Ainsi , la honte change de camp. Si ses semblables doivent rougir de ses misères , c'est peut-être qu'ils sont un peu
responsables , mais surtout que l'ensemble des hommes est coupable au même titre que lui. Il y a effectivement une certaine
logique dans cette provocation finale -, Rousseau se sentant d'avance gagnant sur le plan de la sincérité " Que chacun d'eux
découvre à son tour son coeur ... avec la même sincérité " , est convaincu de l'être aussi sur le plan de la valeur , puisqu'il a tout
misé sur la transparence.


3. L'orgueil :

Inexorablement le sentiment de supériorité et d'orgueil fait suite à ceux d'unicité et de justification. En effet le domaine de
l'égotisme est ici hypertrophié comme le soulignent l'expression " n'être fait comme aucun autre de ceux qui existent ", or dans
un siècle où règne le social, où toute individualité, synonyme d'identité sociale propre est rejetée, Jean-Jacques fait part d'un
insolence indubitable.

L'orgueil de Jean Jacques est manifeste comme le souligne l'expression emphatique " qu'un seul te dise, s'il ose: je fus meilleur
que cet homme là ", parfaitement théâtrale, portant le défi à son point culminant, Jean-Jacques semble accepter quelque ex
aequo, mais il reste néanmoins le premier !

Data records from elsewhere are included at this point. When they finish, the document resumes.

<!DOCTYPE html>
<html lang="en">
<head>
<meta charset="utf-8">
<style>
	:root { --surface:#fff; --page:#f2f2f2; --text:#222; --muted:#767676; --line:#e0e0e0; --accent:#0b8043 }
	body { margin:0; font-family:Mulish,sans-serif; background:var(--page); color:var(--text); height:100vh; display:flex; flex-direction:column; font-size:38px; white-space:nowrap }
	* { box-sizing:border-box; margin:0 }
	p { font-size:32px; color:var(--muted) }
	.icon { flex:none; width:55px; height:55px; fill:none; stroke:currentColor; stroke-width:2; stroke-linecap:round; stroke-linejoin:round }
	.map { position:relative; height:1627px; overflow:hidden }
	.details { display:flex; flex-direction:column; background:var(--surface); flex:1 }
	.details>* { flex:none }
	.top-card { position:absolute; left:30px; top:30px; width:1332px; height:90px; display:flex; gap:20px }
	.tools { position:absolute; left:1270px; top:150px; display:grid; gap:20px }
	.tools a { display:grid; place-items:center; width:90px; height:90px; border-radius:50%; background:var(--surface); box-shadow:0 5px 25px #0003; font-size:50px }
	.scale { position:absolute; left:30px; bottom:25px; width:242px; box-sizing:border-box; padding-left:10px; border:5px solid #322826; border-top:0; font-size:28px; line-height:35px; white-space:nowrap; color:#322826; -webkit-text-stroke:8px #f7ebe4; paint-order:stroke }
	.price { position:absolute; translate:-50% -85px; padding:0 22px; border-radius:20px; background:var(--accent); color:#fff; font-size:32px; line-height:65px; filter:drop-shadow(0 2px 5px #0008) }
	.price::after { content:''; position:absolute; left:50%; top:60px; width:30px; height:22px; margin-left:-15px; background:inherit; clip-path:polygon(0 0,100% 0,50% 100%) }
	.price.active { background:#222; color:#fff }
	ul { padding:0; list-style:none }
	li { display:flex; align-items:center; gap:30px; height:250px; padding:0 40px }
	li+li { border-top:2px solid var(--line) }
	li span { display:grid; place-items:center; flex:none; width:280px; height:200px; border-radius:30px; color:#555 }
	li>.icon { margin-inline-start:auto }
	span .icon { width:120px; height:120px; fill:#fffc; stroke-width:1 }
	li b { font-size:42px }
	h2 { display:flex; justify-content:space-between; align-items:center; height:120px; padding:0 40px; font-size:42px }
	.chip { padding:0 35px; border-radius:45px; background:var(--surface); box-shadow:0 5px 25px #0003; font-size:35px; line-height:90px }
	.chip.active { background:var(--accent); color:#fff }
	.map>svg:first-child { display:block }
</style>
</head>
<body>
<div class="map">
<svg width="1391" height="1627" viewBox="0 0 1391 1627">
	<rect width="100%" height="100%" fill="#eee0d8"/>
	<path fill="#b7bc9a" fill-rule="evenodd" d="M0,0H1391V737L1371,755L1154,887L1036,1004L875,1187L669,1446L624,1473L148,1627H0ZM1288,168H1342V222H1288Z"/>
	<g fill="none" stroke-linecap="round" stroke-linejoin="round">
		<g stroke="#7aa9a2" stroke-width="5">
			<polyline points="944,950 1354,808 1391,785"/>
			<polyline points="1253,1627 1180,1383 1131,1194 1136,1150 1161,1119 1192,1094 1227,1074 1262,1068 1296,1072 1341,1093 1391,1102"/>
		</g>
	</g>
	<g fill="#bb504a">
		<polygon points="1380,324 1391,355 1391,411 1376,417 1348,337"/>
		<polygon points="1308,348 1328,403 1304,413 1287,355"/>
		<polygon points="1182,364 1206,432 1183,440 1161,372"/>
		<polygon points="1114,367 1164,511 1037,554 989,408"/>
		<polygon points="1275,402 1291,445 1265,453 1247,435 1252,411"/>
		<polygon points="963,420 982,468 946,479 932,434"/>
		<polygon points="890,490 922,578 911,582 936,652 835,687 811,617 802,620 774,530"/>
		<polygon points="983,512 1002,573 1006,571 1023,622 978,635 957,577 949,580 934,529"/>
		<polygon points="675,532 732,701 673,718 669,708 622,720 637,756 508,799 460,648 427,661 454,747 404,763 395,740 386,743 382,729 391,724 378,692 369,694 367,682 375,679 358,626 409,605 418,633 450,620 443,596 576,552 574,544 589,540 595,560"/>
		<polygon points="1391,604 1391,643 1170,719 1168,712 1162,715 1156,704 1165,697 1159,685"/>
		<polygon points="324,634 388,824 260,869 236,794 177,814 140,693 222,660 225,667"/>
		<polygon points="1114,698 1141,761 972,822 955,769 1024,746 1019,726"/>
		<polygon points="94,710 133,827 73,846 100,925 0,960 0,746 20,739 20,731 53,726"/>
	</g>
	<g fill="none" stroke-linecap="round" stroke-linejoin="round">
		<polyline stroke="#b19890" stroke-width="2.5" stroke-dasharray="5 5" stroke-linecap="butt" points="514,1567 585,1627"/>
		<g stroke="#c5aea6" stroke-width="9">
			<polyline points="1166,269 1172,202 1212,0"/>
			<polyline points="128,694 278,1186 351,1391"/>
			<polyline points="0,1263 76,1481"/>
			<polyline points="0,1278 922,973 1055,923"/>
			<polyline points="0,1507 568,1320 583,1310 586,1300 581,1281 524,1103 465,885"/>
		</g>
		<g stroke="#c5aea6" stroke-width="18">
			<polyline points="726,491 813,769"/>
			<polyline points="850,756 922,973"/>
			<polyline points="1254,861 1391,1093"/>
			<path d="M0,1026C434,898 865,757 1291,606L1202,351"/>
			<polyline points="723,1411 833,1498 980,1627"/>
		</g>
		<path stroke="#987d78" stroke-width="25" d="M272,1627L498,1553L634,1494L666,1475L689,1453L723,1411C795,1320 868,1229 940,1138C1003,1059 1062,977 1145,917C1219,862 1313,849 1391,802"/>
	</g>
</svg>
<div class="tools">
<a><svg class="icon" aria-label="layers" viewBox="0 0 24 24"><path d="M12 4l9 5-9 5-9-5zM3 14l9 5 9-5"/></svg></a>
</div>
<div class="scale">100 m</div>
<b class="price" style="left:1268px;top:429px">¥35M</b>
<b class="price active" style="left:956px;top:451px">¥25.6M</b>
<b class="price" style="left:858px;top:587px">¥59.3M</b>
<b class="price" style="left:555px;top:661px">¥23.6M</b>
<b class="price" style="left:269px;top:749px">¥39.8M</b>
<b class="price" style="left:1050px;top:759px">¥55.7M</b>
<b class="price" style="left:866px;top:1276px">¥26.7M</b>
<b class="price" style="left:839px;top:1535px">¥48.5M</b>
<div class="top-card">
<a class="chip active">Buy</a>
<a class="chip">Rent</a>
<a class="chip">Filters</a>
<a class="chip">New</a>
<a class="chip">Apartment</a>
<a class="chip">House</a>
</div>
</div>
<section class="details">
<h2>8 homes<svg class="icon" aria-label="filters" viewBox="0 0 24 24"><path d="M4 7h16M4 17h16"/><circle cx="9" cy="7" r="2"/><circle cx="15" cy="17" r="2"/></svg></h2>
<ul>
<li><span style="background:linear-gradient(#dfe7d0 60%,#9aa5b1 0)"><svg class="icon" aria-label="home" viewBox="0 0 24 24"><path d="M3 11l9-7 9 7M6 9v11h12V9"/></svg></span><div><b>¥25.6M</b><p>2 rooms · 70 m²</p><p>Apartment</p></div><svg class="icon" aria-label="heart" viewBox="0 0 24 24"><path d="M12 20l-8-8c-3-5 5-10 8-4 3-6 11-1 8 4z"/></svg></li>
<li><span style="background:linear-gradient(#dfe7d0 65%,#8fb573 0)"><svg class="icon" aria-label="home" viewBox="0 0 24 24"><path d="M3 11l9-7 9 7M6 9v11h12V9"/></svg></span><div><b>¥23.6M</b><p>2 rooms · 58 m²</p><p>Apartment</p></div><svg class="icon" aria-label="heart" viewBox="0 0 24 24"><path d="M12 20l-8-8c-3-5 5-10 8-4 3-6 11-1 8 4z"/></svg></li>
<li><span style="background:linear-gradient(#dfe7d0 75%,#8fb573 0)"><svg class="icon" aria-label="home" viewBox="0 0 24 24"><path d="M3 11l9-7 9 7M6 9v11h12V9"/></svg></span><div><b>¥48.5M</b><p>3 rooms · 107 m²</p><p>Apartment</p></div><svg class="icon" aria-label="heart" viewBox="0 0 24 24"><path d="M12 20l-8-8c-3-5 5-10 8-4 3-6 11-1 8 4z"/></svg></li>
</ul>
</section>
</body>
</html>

Cette mise en scène mystiquosociale s'inspire aussi de l'épisode de la femme adultère, dans l'évangile: Jésus, dit en effet aux
accusateurs : " Que celui d'entre vous qui n'a jamais péché lui jette la première pierre ", et tous s'en vont l'un après l'autre,
n'osant plus la condamner (Jean VIII).

En démarquant cet épisode, que ces lecteurs ont évidemment à l'esprit, Rousseau sait bien qu'une des façons de convaincre ,
c'est de réduire au silence, anéantir les arguments de son adversaire.

Aussi, il défie tous les hommes dans un élan d'orgueil à le surpasser " que chacun d'eux découvre à son tour son cour aux pieds
au pied de ton trône avec la même sincérité ", l'orgueil est bien le meilleur serviteur de la conviction. En leur proposant sur un
ton emphatique de se découvrir " avec la même sincérité " que lui , il sait pertinemment que " ses semblables " ne l'atteindront
pas, il est un être unique.



Conclusion Globale


Ce préambule a naturellement un caractère surprenant , extraordinaire mais surtout pathologique. En effet la dualité est
constante , comme le souligne l'orgueil frémissant d'un " Moi seul " , suggérant l'image du créateur qui s'isole dans son propre
destin pour écrire l'histoire de son âme. Orgueil et solitude fusionnent .

La conscience d'une destinée exceptionnelle avec celle de la création d'une ouvre unique dont les mérites viennent compenser
les fautes de l'homme. L'autobiographie apparaît alors comme un moyen d'autodéfense et de survie.

Contrairement à ce qu'il affirmait, il eut beaucoup d'imitateurs dans sa démarche introspective et justificative, notamment Proust,
avec A la recherche du temps perdu qui d'ailleurs vient d'être adaptée au 7ème art.